Right now, James Conner is in the best form of the season. He’s now rolled off back-to-back 100-yard rushing games and has caught eight passes for another 93 yards in those games. He’s also provided four touchdowns to help the Steelers win both crucial games.
When Bell returns, it will be tough to take touches away from a player like Conner who has shown his elite skills this season. He’s on pace to be a Pro Bowl selection and could very well lead the conference in rushing touchdowns.
Bell, a two-time All-Pro player, has a history of dominance in the backfield. Last year, for example, Bell had 321 rush attempts and 85 receptions. Conner, the number two running back on the roster, had a total of 32 rush attempts and one target for the entire season!
That difference in volume between the two running backs will certainly not be the same this season, when Bell returns. In fact, that could be a great thing for both the team and Bell.
Bell has stated, on multiple occasions, that he wants to have less touches so that he can extend his career.

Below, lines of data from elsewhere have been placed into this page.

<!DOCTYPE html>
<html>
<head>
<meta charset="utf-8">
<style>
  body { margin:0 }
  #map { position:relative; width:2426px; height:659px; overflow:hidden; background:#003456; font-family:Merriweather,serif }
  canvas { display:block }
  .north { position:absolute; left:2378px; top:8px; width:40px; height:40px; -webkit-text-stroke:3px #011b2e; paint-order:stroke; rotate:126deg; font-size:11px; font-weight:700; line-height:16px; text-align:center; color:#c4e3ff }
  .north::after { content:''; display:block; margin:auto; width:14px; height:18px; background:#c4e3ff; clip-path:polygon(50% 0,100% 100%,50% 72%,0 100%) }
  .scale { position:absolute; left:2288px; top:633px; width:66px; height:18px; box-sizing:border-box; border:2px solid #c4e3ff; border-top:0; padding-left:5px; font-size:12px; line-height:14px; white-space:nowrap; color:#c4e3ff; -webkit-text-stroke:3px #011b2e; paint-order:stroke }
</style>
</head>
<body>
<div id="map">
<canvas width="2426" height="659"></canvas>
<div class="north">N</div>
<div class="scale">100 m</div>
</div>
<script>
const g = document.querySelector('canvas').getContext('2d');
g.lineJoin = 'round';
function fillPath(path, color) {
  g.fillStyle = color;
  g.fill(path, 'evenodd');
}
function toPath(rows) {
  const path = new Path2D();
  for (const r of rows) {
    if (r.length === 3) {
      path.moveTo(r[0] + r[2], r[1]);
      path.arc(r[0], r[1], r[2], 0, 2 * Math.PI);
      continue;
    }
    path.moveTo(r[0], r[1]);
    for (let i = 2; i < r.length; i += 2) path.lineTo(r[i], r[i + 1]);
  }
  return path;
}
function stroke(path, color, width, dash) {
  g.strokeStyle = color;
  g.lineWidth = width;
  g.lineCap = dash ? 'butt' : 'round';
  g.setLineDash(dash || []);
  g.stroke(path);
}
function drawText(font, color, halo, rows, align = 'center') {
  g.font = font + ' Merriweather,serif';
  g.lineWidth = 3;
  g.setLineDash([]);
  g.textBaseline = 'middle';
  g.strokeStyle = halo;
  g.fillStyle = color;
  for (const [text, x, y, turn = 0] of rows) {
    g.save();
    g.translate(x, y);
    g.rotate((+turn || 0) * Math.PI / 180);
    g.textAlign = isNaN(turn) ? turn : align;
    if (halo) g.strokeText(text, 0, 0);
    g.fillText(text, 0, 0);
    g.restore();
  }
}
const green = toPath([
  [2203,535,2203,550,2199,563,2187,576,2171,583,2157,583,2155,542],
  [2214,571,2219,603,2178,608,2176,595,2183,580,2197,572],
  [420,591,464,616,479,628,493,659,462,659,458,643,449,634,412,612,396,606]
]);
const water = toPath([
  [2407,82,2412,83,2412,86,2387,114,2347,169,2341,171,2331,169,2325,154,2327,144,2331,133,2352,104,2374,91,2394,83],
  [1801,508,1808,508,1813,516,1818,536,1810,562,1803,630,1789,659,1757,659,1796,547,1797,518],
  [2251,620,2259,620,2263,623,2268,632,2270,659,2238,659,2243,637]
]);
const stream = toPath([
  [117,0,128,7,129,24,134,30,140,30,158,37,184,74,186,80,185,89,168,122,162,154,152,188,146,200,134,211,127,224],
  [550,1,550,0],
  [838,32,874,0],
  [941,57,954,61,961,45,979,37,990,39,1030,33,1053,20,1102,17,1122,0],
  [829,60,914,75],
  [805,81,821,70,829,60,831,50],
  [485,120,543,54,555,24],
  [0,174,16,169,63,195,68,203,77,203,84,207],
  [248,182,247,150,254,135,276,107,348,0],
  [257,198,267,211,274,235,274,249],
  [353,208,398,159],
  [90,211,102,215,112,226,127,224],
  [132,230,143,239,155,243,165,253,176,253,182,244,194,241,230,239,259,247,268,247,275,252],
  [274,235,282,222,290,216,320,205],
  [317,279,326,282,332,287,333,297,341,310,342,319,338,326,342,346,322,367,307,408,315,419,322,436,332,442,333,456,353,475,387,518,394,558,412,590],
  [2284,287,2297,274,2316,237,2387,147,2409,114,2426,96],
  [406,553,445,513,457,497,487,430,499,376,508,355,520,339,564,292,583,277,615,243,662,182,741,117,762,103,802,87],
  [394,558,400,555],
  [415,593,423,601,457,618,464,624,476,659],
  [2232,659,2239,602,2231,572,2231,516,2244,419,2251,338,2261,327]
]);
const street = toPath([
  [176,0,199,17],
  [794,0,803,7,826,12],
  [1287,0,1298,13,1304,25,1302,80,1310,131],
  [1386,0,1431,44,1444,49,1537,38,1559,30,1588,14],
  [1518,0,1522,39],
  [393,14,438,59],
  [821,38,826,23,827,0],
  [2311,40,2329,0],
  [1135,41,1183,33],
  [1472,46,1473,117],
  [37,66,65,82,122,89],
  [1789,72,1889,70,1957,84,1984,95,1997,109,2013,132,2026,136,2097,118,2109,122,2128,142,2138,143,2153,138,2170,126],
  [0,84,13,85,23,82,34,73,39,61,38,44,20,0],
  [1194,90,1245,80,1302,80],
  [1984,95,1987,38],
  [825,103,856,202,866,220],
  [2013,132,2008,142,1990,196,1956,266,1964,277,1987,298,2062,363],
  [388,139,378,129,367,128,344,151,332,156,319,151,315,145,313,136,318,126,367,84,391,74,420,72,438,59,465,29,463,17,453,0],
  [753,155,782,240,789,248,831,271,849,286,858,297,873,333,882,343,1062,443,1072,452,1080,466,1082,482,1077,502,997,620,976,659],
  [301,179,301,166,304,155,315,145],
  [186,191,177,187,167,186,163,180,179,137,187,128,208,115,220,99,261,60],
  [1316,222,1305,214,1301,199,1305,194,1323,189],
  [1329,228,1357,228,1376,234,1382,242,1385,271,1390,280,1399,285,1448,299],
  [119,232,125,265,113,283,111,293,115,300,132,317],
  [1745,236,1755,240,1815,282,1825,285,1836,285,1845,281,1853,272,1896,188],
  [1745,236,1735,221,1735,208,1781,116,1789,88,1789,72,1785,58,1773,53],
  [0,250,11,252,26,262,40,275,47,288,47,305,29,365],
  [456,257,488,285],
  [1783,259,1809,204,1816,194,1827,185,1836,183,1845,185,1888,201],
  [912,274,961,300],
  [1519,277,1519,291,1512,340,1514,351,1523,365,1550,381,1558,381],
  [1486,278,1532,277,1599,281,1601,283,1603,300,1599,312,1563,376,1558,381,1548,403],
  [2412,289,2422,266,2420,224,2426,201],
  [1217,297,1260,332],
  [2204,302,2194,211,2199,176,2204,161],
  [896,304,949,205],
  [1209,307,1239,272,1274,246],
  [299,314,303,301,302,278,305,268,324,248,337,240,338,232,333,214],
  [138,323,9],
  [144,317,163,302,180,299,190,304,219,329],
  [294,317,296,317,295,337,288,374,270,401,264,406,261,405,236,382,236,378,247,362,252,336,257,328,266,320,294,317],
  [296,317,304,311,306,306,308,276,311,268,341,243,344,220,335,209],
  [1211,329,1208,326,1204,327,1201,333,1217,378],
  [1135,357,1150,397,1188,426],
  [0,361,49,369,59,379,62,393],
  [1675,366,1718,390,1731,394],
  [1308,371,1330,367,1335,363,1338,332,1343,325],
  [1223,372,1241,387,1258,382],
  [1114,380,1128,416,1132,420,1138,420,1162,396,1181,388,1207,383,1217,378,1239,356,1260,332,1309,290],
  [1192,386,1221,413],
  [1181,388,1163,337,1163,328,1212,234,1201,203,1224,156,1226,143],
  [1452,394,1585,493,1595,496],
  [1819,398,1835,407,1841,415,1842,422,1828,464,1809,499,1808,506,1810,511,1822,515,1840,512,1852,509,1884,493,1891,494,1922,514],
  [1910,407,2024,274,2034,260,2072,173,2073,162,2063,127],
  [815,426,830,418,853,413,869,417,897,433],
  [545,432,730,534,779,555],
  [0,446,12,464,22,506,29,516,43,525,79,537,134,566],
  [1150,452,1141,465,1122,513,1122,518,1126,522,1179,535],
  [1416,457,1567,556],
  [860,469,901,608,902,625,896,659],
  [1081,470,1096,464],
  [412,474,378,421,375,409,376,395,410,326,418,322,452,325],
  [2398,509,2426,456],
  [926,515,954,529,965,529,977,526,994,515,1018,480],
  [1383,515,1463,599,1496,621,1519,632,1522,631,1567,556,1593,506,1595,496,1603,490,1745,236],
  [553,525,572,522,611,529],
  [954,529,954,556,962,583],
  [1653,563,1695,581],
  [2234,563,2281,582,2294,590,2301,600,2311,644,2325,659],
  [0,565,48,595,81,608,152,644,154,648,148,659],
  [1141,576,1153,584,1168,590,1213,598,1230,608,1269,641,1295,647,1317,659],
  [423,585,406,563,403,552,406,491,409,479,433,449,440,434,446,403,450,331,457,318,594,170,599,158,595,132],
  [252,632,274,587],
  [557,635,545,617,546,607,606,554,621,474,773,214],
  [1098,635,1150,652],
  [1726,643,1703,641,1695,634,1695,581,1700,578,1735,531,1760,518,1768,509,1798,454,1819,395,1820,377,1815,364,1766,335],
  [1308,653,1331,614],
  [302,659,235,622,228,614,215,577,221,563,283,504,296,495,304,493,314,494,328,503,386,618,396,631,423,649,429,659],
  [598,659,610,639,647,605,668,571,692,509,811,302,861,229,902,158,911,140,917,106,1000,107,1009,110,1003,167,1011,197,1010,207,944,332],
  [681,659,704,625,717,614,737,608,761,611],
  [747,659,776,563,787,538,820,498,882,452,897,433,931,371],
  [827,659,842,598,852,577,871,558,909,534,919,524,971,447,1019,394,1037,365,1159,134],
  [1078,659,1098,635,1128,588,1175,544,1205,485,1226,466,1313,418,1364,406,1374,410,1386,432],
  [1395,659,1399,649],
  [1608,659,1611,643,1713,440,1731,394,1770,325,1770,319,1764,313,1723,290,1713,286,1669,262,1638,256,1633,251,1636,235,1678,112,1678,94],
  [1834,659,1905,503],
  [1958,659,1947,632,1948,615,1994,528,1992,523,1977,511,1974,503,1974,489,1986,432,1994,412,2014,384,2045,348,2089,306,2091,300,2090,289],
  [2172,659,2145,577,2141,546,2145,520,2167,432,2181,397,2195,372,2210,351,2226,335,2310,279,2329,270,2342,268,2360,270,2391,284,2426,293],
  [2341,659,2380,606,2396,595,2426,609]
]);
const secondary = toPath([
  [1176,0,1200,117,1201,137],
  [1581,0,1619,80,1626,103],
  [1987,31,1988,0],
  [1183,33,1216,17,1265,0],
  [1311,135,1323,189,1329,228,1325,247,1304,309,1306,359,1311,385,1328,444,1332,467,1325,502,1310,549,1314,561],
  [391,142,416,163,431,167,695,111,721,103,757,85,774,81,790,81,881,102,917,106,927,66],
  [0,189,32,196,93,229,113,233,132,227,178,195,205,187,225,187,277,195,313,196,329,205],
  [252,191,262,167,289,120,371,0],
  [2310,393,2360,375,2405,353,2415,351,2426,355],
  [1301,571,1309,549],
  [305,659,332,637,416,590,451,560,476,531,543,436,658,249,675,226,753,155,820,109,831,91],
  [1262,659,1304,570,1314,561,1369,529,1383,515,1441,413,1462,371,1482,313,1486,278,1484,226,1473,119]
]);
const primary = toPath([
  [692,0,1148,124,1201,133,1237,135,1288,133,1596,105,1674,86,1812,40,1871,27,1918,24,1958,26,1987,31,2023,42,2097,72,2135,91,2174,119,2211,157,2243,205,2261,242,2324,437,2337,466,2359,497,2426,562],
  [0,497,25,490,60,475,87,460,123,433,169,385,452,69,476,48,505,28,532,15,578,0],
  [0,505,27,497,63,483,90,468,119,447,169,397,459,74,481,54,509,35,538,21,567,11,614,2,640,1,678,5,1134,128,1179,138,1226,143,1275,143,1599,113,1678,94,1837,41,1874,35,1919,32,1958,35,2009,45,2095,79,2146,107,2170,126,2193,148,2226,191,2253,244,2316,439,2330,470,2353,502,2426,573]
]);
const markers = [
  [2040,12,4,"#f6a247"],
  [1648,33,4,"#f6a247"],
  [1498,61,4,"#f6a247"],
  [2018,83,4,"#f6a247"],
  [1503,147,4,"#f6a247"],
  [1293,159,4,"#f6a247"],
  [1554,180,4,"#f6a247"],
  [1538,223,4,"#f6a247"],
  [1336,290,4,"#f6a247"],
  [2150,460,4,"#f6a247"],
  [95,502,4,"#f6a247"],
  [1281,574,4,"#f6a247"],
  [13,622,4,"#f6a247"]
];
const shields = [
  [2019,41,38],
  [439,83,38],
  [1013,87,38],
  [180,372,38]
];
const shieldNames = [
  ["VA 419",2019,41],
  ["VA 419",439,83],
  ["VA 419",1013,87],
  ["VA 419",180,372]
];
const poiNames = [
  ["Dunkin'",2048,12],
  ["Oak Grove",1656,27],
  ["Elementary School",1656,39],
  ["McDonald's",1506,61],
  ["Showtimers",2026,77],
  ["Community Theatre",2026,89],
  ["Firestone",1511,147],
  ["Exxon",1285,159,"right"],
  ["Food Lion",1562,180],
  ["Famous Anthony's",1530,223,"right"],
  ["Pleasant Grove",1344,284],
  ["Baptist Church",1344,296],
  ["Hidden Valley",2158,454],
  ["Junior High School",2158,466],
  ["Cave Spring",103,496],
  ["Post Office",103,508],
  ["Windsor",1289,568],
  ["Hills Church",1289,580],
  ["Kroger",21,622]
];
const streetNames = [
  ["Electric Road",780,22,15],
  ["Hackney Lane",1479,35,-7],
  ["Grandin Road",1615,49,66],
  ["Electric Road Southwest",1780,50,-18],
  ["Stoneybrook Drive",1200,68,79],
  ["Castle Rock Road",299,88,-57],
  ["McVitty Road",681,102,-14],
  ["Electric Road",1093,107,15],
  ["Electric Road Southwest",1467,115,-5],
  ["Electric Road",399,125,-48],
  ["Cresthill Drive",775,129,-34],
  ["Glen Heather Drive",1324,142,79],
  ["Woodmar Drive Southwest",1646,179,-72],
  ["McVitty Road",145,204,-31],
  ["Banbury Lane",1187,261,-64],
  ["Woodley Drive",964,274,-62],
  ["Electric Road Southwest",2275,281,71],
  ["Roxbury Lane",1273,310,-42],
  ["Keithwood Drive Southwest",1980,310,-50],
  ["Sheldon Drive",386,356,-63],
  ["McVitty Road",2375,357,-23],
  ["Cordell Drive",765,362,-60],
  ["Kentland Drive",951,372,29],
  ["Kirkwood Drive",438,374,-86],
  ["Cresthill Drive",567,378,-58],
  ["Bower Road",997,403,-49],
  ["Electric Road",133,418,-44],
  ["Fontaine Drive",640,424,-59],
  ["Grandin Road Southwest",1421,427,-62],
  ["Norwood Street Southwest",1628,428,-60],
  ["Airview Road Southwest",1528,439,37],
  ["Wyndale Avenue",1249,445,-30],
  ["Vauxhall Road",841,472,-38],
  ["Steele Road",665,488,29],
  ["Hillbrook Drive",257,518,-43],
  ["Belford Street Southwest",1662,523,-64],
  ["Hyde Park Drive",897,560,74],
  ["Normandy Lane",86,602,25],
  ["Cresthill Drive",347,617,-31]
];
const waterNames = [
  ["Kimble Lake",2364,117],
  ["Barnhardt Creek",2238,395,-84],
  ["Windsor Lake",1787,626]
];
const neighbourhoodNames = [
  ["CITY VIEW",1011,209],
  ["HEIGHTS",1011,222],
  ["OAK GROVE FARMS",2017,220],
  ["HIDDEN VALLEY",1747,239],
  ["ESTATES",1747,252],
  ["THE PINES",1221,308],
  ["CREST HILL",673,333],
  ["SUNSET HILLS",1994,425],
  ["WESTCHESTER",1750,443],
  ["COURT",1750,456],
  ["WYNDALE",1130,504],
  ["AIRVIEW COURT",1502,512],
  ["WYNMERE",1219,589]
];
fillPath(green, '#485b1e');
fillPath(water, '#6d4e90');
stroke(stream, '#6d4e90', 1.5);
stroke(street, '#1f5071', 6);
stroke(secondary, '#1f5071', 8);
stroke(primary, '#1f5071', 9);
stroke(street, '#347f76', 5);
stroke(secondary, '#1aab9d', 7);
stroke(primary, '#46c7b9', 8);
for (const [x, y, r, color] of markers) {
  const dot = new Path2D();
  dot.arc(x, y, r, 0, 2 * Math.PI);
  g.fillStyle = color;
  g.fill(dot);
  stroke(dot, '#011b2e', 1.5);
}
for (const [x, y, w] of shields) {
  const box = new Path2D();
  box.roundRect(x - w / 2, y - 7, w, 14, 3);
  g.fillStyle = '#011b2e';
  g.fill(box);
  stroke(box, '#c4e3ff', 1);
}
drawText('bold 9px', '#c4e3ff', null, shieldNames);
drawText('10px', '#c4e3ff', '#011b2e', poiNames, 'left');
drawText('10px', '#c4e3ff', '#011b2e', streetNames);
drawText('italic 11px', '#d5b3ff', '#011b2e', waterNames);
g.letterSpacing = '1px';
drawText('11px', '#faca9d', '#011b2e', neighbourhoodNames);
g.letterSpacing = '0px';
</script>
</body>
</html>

In the case of the 2018 season for the Steelers, this is perfect. Like the Atlanta Falcons have done for years now, with Tevin Coleman and Devonta Freeman, the Steelers can sub in each running back whenever the other gets tired or worn out. In this scenario, the opposition would be consistently facing a fresh Bell or Conner, which is scary to think about.
In the end, Bell staying in Pittsburgh is less of a problem than many people are making it out to be. With Ben Roethlisberger only having a few years left, the team wants to win now. The best way to do that is to maximize the overall talent on the team. When Bell returns, expect the Steelers to play both of their star running backs, not one or the other.